For the purposes of this example, we’ll use Q Go Girl, who won at first asking for trainer Brendan Walsh in the opening race at Churchill Downs on Nov. 11.
What signs were the most visible?
Let’s start with the morning line. Walsh does not own a solid winning percentage with first-time starters. Daily Racing Form stats had him winning four percent of the time with horses making their debut. As a result, Q Go Girl’s chances were listed at 15-1 on the morning line.
Yet by post time, the tote board told a different and more meaningful tale for handicappers. Q Go Girl’s odds had shrunk to 9-2, a sign that someone thought she had potential and deserved a close look from handicappers.

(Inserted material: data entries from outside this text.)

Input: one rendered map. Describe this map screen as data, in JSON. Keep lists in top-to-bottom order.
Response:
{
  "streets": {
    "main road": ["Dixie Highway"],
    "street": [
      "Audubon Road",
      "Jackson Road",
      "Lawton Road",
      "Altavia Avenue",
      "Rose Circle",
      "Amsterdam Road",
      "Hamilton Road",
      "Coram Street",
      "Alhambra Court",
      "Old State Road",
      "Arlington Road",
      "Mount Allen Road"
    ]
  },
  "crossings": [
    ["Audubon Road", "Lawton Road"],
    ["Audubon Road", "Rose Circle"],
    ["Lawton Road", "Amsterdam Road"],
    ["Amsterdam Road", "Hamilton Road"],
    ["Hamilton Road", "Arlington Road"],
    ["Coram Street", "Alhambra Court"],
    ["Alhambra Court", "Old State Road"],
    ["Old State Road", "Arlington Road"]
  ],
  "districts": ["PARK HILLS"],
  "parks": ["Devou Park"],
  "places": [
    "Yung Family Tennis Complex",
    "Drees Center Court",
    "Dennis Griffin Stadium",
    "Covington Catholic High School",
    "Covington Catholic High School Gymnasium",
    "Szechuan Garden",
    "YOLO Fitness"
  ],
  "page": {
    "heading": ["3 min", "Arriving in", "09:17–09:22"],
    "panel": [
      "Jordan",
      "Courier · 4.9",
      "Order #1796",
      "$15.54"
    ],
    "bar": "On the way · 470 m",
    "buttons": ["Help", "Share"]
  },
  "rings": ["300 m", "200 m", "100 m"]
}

After that, looking at her last four workouts, the best of the bunch was a drill from the starting gate. For a first-time starter a quick gate work is an important factor since it tells handicappers that she can break from the gate cleanly, lessening the chances off her breaking slowly or awkwardly and losing the race at the start.
Beyond that, having one of the circuit’s better riders in Ricardo Santana Jr., and the trainer administering Lasix for her first start were positive signs.

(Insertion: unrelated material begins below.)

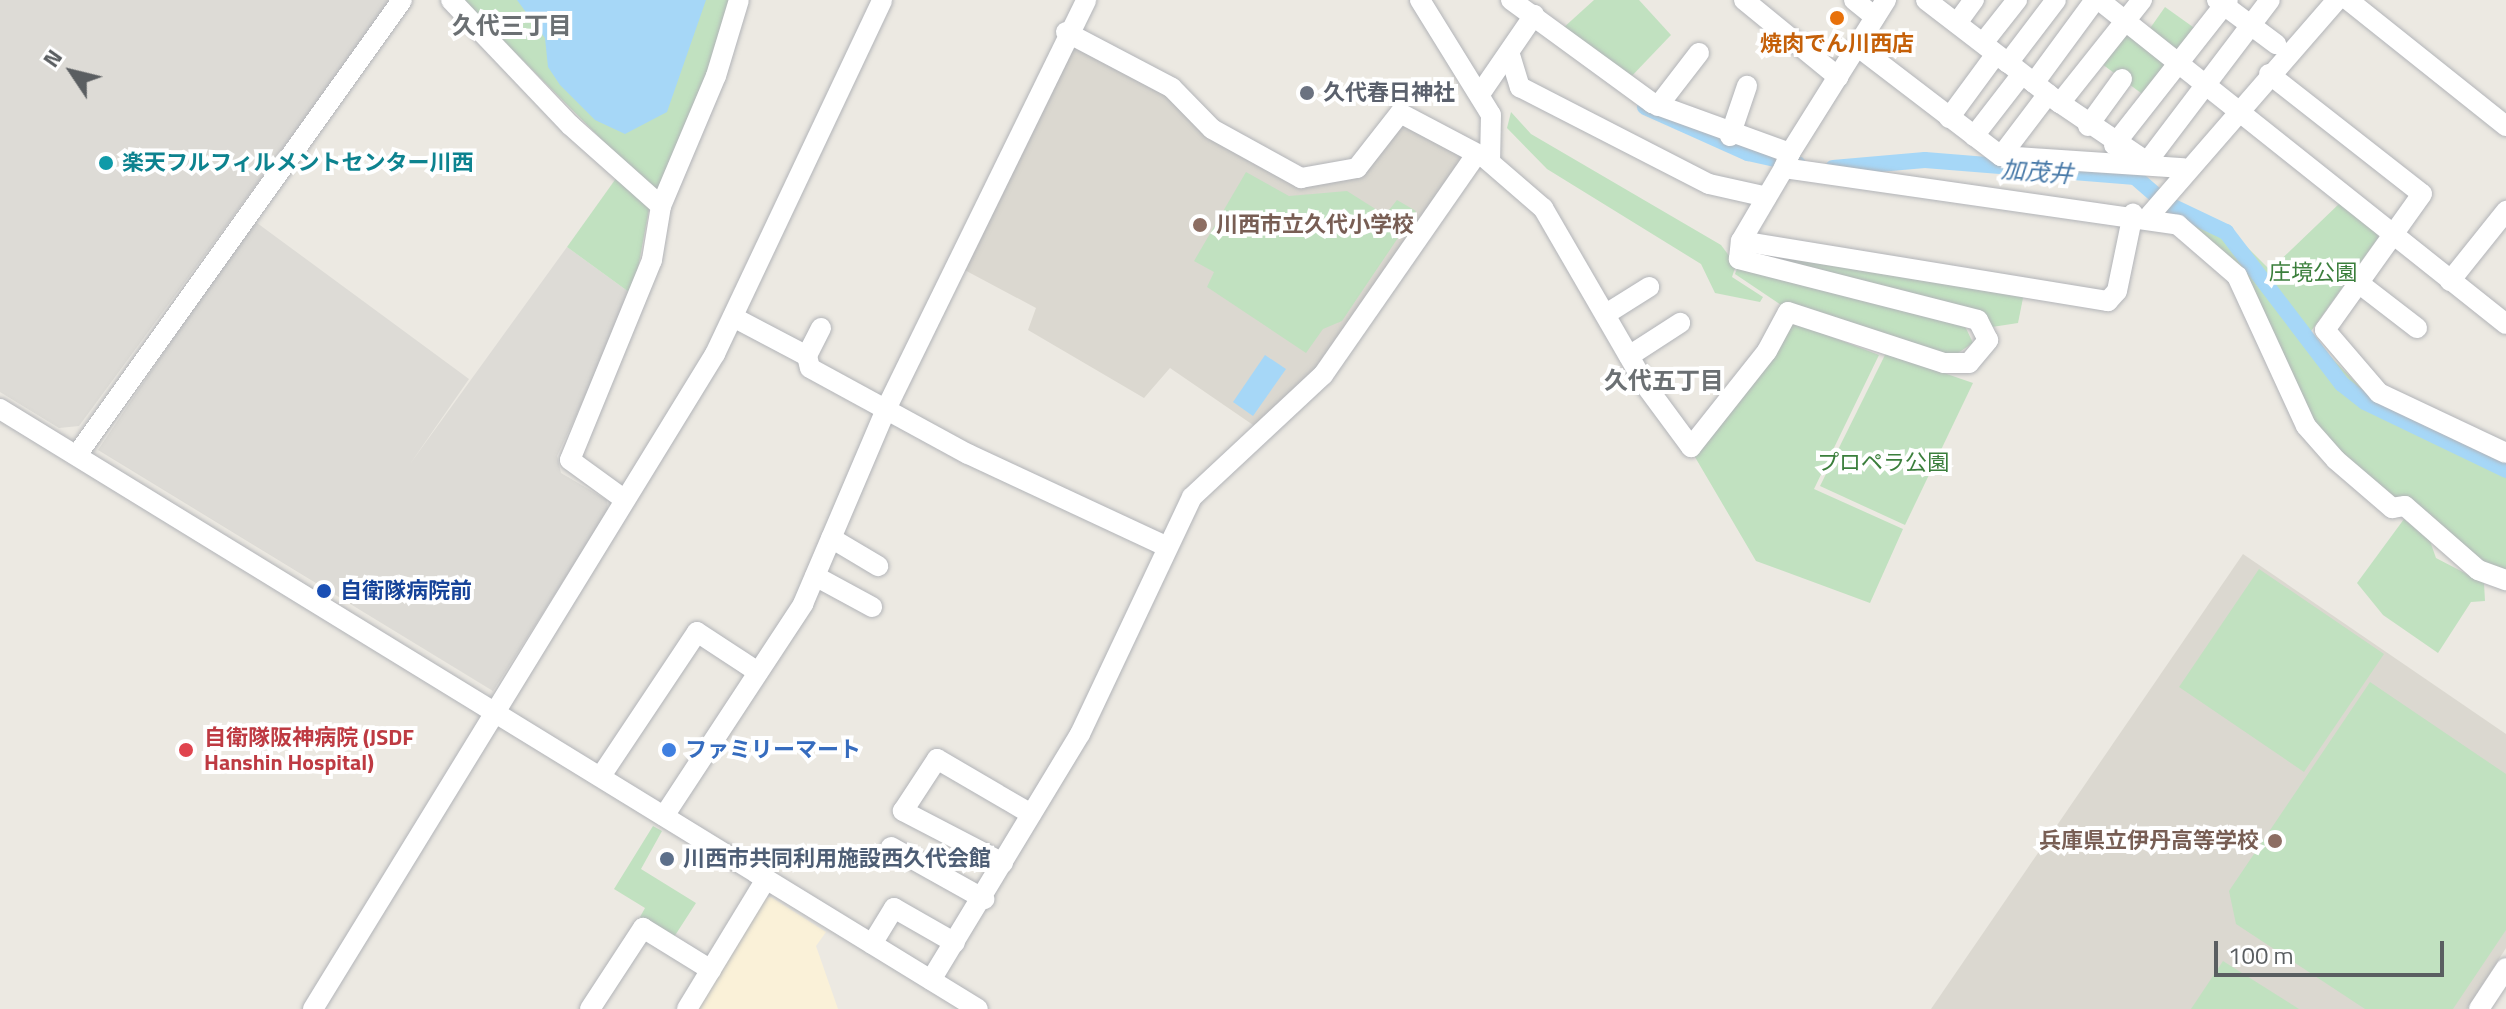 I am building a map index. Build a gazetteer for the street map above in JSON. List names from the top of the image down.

All of that did not make Q Go Girl the lock of the day, but it did paint her as a horse worthy of attention who deserved inclusion in the sequence and exotic wagering and perhaps a win bet.
And if you did, you cashed an $11.80 win ticket as well as a $32.40 exacta with the 3-2 favorite finishing second and a $108.80 double with an 8-1 shot winning the second race.
Not a bad way at all for a horse to start her career – and for handicappers to start their day.